━━━━━ Records shown
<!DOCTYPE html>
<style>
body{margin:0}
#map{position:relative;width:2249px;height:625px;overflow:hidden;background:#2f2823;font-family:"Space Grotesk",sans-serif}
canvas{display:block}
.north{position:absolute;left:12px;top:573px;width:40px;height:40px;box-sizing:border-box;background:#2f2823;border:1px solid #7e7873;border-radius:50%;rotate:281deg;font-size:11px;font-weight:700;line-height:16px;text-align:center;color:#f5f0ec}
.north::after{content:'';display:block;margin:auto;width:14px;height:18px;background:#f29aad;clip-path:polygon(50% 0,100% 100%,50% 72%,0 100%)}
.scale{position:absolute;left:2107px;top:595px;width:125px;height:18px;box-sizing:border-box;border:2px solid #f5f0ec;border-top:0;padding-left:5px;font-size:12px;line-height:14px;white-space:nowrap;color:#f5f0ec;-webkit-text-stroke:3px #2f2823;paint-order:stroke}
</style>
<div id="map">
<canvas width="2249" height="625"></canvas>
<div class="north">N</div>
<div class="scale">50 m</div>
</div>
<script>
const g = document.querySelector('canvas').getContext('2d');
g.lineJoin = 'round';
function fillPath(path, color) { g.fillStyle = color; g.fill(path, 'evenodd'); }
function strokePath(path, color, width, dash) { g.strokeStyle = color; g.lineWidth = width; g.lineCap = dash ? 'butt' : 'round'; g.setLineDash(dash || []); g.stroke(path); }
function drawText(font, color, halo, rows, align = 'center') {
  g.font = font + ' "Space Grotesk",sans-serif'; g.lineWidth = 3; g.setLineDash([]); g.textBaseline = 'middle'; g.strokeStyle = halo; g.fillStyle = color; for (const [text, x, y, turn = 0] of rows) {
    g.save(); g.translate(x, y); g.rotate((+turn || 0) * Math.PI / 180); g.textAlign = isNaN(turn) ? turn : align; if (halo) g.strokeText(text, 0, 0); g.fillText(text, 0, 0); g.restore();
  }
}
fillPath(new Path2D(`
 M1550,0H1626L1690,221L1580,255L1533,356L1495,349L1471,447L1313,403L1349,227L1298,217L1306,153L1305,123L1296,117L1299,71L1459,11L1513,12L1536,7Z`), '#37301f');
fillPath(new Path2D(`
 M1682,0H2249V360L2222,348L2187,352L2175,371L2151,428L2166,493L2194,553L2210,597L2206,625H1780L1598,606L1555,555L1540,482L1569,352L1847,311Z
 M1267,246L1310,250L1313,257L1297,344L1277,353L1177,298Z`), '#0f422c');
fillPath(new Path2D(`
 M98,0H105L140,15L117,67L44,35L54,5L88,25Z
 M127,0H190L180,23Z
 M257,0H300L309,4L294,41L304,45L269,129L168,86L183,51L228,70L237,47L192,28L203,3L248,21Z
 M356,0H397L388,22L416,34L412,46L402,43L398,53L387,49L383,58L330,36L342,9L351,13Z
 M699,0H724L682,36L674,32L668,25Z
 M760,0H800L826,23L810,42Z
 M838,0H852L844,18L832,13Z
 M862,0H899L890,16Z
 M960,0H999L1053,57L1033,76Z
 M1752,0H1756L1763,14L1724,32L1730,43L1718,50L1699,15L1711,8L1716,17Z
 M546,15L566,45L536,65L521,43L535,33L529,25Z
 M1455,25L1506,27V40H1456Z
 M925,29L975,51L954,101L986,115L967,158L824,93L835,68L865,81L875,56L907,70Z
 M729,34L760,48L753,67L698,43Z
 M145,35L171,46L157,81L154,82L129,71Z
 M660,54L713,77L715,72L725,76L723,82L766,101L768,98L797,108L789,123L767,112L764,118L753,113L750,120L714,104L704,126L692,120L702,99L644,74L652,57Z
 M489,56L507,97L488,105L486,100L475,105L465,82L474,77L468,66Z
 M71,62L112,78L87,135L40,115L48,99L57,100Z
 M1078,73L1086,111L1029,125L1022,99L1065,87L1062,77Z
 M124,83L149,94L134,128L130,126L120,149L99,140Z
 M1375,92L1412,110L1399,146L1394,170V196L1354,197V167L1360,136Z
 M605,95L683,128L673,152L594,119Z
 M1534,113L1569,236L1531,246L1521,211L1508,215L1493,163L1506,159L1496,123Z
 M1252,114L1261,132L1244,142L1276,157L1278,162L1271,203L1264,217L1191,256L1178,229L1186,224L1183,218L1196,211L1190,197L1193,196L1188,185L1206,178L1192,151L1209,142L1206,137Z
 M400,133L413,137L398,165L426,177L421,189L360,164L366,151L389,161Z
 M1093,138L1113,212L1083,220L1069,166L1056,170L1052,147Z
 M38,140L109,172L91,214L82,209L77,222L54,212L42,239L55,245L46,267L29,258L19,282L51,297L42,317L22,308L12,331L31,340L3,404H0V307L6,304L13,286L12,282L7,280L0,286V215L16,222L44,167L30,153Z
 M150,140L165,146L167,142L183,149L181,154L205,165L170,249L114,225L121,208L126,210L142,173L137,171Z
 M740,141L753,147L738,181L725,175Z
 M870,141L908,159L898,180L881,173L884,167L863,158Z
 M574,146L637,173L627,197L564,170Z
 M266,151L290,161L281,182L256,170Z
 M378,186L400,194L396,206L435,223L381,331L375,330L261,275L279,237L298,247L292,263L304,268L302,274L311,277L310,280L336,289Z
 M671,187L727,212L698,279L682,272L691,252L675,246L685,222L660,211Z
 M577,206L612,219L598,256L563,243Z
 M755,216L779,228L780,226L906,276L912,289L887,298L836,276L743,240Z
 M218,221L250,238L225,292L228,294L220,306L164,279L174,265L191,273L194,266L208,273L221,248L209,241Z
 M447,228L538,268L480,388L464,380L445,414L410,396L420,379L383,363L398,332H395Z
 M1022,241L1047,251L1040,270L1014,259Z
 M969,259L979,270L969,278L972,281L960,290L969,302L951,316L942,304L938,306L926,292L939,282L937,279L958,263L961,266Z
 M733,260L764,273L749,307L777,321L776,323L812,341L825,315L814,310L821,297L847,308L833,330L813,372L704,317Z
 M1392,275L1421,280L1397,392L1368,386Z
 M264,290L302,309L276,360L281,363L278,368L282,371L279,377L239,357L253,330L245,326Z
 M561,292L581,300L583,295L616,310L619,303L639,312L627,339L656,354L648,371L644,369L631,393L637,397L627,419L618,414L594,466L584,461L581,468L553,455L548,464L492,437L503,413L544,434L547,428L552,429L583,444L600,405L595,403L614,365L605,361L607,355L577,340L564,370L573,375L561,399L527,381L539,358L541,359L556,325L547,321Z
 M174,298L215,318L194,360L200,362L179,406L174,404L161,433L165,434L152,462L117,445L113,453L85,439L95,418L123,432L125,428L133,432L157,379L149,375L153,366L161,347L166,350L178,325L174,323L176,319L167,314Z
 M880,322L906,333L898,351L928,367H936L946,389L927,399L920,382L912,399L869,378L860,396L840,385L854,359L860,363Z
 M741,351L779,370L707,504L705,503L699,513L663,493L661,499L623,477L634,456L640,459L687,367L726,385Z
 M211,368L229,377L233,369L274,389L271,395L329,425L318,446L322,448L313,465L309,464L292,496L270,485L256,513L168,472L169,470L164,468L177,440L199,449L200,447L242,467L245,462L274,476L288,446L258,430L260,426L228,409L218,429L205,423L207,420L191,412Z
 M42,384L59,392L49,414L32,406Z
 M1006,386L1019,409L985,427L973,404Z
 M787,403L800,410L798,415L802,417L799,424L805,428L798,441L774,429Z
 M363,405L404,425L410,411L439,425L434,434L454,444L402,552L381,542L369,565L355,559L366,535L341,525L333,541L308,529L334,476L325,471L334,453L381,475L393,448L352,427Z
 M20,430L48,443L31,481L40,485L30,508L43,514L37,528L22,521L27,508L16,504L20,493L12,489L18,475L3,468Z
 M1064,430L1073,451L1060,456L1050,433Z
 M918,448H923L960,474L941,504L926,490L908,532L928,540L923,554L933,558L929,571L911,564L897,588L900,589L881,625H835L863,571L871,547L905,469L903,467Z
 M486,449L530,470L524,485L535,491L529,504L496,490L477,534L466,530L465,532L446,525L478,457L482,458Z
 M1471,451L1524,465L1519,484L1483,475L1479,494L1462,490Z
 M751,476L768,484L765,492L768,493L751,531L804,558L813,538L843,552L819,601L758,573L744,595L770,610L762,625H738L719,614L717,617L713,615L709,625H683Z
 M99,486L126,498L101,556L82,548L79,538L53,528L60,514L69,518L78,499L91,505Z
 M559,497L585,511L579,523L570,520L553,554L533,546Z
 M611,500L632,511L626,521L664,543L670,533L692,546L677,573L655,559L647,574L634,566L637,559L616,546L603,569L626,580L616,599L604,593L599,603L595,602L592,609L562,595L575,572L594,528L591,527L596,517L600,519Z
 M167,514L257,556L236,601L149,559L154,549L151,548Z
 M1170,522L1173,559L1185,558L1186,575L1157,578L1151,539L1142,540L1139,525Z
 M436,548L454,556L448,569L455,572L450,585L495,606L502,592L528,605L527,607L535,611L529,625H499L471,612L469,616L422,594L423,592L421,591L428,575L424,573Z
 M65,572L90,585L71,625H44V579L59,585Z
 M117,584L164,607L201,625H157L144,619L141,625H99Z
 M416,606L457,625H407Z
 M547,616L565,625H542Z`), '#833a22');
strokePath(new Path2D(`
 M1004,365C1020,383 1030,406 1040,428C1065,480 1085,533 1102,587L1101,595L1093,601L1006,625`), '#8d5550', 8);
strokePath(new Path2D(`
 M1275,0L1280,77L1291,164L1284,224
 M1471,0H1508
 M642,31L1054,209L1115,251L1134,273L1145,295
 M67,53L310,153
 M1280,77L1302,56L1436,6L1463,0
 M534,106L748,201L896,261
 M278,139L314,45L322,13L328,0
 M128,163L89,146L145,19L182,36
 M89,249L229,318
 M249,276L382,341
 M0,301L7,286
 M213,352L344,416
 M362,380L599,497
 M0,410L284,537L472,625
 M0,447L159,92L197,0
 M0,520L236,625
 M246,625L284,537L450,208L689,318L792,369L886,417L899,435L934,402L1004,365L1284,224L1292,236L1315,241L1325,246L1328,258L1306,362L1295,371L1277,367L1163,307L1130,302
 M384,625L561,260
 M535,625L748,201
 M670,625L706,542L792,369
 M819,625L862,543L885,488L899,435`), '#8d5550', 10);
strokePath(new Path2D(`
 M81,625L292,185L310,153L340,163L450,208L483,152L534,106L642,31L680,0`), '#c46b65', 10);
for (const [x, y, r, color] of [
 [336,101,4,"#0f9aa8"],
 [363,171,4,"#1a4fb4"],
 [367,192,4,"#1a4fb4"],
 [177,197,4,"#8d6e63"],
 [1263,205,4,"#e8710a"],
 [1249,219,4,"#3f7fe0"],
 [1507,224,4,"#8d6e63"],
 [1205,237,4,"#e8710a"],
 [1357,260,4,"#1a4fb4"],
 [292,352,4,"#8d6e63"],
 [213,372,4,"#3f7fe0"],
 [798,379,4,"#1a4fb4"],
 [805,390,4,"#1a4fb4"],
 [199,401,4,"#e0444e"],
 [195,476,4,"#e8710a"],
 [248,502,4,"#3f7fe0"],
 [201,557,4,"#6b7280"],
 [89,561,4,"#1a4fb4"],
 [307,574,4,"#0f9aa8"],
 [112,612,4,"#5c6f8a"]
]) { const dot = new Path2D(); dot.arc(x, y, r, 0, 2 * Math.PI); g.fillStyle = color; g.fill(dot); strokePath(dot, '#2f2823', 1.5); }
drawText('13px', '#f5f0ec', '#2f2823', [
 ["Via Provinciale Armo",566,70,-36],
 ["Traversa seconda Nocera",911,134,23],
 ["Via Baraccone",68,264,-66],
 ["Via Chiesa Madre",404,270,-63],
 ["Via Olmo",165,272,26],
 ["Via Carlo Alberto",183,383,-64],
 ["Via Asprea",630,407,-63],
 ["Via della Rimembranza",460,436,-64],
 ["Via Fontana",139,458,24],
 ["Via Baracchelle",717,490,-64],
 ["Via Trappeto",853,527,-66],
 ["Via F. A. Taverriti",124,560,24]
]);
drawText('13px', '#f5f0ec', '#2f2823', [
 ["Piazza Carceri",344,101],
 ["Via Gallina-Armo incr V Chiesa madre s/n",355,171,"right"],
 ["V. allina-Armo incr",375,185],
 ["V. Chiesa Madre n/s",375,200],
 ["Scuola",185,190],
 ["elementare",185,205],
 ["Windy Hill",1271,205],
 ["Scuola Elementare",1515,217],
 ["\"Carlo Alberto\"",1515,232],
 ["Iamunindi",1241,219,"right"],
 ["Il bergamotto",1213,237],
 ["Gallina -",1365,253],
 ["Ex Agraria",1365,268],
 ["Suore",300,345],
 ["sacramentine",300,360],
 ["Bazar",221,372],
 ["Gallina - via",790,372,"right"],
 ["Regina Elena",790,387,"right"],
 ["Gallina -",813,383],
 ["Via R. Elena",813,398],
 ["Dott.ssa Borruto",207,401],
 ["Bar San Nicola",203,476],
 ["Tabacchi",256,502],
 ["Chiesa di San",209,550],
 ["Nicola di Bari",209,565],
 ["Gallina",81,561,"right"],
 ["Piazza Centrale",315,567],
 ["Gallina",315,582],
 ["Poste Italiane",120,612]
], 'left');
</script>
━━━━━━━━━━
Aim of the task ▸
Every line that contains the string "turn" should be copied from the records.

Solved problem ▸
  g.font = font + ' "Space Grotesk",sans-serif'; g.lineWidth = 3; g.setLineDash([]); g.textBaseline = 'middle'; g.strokeStyle = halo; g.fillStyle = color; for (const [text, x, y, turn = 0] of rows) {
    g.save(); g.translate(x, y); g.rotate((+turn || 0) * Math.PI / 180); g.textAlign = isNaN(turn) ? turn : align; if (halo) g.strokeText(text, 0, 0); g.fillText(text, 0, 0); g.restore();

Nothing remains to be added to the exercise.